Saved data entries:
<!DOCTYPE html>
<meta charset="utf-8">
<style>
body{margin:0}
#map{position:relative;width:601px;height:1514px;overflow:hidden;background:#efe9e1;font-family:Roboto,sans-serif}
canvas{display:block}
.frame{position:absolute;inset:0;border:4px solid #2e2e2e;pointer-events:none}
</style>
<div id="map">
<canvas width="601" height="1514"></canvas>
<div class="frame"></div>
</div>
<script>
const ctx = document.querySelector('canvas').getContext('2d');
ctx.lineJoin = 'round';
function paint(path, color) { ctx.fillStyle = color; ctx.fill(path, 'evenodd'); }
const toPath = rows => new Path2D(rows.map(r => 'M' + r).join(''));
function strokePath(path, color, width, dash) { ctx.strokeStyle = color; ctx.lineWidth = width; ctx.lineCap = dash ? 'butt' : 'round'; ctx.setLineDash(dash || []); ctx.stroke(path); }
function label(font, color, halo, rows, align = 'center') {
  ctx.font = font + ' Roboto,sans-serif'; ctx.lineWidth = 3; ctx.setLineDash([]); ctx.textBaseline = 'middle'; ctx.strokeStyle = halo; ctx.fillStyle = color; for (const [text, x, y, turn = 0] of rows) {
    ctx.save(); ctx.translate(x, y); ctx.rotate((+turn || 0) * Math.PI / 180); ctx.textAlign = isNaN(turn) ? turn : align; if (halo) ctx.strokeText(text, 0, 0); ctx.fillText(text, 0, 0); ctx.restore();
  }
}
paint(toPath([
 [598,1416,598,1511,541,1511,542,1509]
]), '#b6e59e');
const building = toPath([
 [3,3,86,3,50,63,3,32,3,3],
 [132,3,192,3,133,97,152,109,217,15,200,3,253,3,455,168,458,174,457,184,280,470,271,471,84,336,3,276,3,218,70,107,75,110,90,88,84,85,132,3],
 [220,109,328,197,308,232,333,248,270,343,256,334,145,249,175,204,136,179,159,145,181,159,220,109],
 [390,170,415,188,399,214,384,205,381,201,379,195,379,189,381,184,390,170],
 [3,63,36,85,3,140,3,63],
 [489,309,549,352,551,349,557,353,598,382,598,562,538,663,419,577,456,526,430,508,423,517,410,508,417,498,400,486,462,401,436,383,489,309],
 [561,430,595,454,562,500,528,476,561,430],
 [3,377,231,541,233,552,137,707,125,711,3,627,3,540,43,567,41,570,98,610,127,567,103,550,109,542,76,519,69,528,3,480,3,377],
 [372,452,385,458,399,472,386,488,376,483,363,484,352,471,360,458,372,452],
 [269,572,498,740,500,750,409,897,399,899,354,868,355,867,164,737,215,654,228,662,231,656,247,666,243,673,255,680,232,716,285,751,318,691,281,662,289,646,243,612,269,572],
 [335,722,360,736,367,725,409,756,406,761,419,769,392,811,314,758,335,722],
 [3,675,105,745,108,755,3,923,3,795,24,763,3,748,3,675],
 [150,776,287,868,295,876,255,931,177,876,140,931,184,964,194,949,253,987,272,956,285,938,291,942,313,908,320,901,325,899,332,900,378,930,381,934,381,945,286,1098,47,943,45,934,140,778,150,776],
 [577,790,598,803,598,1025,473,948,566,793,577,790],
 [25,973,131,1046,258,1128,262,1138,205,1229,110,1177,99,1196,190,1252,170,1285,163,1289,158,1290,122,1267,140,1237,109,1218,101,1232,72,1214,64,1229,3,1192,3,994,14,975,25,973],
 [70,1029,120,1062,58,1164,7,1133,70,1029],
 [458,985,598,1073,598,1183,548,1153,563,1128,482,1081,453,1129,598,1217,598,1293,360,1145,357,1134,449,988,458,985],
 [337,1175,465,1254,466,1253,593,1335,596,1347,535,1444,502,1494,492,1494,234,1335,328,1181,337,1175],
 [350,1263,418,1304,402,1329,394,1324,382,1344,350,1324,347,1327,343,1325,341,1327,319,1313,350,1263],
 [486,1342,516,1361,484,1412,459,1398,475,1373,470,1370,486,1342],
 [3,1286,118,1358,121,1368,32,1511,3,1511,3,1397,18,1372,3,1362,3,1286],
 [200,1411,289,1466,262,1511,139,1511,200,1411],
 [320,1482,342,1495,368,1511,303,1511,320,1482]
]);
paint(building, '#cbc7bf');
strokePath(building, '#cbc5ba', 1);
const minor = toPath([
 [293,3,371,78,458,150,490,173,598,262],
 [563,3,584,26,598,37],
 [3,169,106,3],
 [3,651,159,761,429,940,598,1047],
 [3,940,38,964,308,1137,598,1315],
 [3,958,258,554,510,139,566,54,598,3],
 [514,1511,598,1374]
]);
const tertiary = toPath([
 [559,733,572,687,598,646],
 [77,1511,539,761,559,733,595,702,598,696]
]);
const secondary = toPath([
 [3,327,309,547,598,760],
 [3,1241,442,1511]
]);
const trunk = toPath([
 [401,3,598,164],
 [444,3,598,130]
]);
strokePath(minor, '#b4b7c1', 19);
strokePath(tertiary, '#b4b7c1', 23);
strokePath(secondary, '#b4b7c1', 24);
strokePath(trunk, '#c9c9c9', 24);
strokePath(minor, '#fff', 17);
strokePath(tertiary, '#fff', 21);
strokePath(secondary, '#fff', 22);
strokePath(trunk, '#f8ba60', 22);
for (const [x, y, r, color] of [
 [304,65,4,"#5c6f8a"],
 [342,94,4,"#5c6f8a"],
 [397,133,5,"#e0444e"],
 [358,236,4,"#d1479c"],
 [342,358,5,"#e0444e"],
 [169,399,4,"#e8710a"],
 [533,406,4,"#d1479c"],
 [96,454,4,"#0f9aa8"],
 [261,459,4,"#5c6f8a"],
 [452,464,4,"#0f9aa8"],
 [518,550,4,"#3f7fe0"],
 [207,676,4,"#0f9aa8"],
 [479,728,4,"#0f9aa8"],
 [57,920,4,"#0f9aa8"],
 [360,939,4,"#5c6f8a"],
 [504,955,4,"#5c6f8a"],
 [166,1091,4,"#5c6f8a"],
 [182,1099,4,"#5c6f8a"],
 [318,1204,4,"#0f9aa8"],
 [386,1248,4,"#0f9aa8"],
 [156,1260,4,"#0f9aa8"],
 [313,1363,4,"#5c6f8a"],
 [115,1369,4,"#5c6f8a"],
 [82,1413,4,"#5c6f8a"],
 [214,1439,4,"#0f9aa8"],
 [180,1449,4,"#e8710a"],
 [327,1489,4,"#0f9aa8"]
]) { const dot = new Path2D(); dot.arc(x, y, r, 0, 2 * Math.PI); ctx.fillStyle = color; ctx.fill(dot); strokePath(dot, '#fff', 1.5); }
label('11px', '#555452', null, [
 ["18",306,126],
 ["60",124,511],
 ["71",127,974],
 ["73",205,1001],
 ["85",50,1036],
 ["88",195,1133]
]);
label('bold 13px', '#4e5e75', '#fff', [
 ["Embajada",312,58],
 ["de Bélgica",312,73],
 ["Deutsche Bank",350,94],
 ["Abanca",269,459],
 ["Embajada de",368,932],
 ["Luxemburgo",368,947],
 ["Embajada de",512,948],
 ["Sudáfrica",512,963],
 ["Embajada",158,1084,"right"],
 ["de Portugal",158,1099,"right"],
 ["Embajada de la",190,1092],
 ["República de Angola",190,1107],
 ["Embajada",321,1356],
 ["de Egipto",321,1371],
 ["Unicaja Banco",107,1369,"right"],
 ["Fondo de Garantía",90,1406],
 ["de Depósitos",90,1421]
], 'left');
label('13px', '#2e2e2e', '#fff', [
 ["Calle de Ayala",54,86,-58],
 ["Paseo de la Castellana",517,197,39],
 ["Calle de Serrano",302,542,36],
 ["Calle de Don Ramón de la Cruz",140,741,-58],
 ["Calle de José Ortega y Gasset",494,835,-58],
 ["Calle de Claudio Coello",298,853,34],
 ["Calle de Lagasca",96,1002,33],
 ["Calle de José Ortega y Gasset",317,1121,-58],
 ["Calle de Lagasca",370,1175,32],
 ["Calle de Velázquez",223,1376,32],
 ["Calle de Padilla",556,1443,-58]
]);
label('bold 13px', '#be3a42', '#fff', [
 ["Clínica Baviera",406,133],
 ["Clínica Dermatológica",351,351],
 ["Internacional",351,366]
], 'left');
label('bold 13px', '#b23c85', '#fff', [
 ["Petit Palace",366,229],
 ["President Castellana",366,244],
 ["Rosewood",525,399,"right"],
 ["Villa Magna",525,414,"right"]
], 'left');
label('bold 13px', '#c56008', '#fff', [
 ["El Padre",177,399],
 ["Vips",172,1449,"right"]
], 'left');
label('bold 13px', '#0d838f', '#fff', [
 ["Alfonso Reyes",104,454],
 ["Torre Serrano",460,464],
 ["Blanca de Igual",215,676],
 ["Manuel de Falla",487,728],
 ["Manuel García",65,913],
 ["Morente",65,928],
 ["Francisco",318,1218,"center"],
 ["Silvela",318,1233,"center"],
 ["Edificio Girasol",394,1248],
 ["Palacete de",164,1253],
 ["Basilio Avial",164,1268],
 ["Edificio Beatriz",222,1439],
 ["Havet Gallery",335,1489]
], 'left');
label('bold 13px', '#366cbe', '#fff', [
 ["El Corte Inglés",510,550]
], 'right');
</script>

--- Try it ---
List all lines from the entries that include the word "strokeStyle".

--- Reply to the exercise ---
function strokePath(path, color, width, dash) { ctx.strokeStyle = color; ctx.lineWidth = width; ctx.lineCap = dash ? 'butt' : 'round'; ctx.setLineDash(dash || []); ctx.stroke(path); }
  ctx.font = font + ' Roboto,sans-serif'; ctx.lineWidth = 3; ctx.setLineDash([]); ctx.textBaseline = 'middle'; ctx.strokeStyle = halo; ctx.fillStyle = color; for (const [text, x, y, turn = 0] of rows) {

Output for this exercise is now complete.